Covid : avec une crise hors de contrôle, l’Indonésie devient l’épicentre de l’épidémie mondiale

Débordé par le variant Delta, le quatrième pays le plus peuplé de la Terre recense plus de 50.000 nouveaux cas positifs par jour et un taux de mortalité supérieur à celui mesuré au pic de la récente crise indienne. Le gouvernement tente de mettre en place des restrictions partielles, mais n’a pas les moyens de geler la vie économique.

Après avoir cru, l’an dernier, comme les autres pays d’Asie du Sud-Est, qu’elle allait pouvoir échapper à la crise sanitaire mondiale, l’Indonésie se retrouve confrontée, depuis début juin, à une incontrôlable flambée de l’épidémie de Covid-19. Mercredi, le pays a officiellement enregistré 54.000 nouveaux cas positifs, dépassant ainsi les bilans enregistrés dans les autres grands pays frappés par le virus.
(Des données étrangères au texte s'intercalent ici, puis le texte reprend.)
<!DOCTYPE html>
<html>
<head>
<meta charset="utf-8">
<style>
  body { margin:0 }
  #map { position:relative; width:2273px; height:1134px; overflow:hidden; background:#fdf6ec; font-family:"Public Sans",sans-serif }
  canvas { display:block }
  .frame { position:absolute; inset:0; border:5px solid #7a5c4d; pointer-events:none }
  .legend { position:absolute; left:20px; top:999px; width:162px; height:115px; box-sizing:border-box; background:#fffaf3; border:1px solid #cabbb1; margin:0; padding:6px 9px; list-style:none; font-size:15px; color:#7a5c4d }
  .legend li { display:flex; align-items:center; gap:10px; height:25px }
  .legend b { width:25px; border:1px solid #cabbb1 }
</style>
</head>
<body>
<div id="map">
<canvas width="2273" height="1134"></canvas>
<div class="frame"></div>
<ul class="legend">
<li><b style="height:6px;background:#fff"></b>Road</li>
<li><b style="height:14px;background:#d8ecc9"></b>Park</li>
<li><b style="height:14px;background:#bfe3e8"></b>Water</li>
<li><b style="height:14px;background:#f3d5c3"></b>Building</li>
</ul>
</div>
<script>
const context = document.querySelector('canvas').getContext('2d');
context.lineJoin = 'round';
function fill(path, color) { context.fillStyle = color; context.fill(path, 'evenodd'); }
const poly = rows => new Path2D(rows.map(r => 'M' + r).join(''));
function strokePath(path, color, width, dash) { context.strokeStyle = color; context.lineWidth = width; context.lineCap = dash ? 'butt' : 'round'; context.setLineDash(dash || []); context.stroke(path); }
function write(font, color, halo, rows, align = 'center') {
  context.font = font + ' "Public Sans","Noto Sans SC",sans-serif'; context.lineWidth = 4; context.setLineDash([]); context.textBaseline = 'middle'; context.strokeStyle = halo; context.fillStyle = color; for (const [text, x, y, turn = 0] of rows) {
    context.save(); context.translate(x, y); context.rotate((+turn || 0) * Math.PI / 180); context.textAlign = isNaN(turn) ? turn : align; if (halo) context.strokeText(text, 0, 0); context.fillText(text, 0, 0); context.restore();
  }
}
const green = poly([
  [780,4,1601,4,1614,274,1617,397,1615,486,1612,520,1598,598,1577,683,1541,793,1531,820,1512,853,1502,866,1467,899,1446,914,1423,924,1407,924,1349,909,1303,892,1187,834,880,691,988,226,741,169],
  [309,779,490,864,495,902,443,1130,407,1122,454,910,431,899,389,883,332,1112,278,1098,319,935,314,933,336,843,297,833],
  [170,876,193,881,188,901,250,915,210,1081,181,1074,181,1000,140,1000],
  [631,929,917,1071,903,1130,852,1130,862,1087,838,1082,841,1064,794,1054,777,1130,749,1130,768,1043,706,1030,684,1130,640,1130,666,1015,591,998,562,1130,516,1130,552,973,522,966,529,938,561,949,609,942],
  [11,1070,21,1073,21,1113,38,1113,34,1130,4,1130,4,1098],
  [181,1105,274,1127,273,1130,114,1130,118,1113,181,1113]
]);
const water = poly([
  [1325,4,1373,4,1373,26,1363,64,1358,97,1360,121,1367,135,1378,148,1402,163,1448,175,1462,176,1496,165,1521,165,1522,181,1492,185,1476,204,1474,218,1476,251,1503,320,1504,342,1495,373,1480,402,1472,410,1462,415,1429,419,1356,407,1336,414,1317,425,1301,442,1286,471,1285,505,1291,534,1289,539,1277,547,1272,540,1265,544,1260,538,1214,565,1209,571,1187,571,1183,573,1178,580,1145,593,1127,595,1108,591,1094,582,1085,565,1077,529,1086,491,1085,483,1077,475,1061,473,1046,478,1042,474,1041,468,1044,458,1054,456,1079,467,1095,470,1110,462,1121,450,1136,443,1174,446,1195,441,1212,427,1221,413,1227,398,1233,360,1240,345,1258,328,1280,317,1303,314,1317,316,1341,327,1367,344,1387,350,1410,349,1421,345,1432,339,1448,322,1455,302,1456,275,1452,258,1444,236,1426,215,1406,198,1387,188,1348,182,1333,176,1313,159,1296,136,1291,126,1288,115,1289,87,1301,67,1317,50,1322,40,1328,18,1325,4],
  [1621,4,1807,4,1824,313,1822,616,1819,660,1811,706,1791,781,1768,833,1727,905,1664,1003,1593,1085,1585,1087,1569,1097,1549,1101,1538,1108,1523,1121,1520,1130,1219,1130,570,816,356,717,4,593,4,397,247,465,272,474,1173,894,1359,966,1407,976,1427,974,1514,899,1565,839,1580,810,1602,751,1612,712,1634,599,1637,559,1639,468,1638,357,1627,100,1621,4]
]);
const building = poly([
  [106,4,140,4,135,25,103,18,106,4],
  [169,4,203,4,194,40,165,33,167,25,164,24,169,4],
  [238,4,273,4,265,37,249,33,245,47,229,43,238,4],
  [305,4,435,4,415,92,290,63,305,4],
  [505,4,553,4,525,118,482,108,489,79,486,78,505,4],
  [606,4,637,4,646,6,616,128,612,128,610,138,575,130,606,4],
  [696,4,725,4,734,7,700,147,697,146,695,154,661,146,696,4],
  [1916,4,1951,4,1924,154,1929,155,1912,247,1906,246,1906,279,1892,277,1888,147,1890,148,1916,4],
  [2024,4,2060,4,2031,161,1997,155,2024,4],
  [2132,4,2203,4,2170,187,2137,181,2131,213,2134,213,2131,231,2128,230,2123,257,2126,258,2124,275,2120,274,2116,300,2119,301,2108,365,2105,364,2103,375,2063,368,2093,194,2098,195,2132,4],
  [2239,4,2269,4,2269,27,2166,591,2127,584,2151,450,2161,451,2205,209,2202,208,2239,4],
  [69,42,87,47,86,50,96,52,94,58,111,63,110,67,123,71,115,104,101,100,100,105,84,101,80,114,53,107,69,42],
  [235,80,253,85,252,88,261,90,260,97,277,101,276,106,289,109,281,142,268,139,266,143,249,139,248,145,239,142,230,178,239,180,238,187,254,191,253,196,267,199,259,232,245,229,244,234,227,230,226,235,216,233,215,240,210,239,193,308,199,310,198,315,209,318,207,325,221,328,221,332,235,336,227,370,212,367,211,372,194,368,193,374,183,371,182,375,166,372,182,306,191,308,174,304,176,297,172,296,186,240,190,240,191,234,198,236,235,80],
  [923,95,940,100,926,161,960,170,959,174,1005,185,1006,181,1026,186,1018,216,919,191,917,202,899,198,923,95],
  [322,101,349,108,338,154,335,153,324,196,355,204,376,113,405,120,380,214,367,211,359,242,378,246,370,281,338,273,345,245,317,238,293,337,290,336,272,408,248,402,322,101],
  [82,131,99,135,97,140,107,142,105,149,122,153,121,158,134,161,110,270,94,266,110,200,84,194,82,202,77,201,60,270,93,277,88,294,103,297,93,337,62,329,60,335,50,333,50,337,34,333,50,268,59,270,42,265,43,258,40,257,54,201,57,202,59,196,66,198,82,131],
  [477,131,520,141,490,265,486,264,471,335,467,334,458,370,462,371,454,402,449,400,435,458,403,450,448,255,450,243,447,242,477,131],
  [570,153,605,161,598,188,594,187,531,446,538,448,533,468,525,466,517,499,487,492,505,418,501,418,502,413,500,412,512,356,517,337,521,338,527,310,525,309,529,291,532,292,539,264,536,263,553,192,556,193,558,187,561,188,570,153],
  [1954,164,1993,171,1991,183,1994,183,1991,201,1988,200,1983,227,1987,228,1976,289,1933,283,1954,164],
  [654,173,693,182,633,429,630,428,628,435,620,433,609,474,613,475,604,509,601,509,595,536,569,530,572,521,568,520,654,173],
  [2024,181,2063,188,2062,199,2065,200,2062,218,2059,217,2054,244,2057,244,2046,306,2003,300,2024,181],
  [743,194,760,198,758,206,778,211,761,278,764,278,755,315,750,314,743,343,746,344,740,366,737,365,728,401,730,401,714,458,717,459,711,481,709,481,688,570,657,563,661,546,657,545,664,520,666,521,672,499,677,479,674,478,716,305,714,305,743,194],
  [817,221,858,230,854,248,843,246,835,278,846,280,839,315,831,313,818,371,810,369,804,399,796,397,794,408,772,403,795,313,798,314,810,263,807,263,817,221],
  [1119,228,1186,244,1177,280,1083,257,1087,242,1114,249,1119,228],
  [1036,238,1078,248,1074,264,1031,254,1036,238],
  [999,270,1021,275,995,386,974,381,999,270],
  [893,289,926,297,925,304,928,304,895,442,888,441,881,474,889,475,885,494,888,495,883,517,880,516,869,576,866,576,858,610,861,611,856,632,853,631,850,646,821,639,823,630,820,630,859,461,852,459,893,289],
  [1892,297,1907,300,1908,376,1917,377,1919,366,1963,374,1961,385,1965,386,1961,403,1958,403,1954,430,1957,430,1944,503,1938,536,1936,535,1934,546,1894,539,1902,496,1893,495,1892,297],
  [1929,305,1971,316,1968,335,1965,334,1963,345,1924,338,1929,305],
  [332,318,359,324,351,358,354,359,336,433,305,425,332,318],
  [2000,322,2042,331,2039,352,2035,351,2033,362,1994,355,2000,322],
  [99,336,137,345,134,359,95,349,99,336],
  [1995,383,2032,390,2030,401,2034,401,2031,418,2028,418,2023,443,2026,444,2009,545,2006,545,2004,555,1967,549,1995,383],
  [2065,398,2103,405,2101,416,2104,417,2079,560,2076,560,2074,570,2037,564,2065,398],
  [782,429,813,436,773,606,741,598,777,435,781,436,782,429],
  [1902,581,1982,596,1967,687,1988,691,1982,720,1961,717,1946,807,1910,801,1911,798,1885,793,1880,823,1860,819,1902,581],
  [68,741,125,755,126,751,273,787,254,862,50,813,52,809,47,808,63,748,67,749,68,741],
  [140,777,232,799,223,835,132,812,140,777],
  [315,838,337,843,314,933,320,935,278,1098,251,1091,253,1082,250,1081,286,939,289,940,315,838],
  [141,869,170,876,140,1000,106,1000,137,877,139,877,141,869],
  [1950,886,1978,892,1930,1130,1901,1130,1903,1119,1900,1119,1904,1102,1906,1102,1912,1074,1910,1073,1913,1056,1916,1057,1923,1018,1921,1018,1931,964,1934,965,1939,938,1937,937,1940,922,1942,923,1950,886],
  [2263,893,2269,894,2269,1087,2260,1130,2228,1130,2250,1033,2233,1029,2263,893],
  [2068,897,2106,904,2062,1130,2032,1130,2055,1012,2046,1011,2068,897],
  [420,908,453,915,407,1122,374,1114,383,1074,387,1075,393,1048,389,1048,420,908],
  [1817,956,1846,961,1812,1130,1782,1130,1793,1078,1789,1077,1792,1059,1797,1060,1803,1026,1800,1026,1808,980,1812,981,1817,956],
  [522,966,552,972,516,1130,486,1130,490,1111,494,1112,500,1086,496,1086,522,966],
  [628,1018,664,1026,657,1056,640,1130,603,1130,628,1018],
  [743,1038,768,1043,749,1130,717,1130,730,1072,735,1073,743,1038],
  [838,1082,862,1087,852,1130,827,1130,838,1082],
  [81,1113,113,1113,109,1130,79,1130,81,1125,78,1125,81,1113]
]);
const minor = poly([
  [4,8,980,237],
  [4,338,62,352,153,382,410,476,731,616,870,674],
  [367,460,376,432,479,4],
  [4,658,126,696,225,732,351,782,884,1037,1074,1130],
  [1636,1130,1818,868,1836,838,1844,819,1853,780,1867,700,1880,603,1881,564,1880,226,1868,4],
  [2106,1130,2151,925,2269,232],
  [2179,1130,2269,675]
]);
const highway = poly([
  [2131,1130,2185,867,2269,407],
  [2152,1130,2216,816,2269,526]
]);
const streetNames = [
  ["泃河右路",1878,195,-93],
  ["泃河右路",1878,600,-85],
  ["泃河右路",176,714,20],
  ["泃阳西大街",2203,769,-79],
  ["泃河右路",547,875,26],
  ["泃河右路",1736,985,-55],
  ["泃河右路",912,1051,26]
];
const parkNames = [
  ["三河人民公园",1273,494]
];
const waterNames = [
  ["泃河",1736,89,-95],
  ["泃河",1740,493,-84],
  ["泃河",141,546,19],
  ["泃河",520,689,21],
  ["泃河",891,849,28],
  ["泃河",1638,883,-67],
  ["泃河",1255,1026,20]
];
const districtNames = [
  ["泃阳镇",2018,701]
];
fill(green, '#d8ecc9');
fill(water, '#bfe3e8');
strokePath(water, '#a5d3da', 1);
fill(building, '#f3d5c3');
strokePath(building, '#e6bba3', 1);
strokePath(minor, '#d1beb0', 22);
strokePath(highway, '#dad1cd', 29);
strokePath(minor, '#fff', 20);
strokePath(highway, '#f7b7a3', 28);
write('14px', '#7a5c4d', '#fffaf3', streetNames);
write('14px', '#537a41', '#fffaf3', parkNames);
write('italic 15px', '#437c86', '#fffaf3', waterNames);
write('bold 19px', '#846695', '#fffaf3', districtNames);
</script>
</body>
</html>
Sur le territoire indien, cinq fois plus peuplé, les autorités ont recensé, le même jour, 39.000 nouvelles infections, quand le Brésil en identifiait 45.000.

Pour les épidémiologistes, les données officielles du gouvernement indonésien dissimulent une crise bien plus grave. Le pays de 270 millions d’habitants teste relativement peu (200.000 tests par jour), et essentiellement dans sa capitale Jakarta, à Bali et quelques grandes villes de l’île de Java. « Nous faisons probablement face à une gigantesque sous-évaluation », prévient l’épidémiologiste Dicky Budiman dans une note pour The Conversation.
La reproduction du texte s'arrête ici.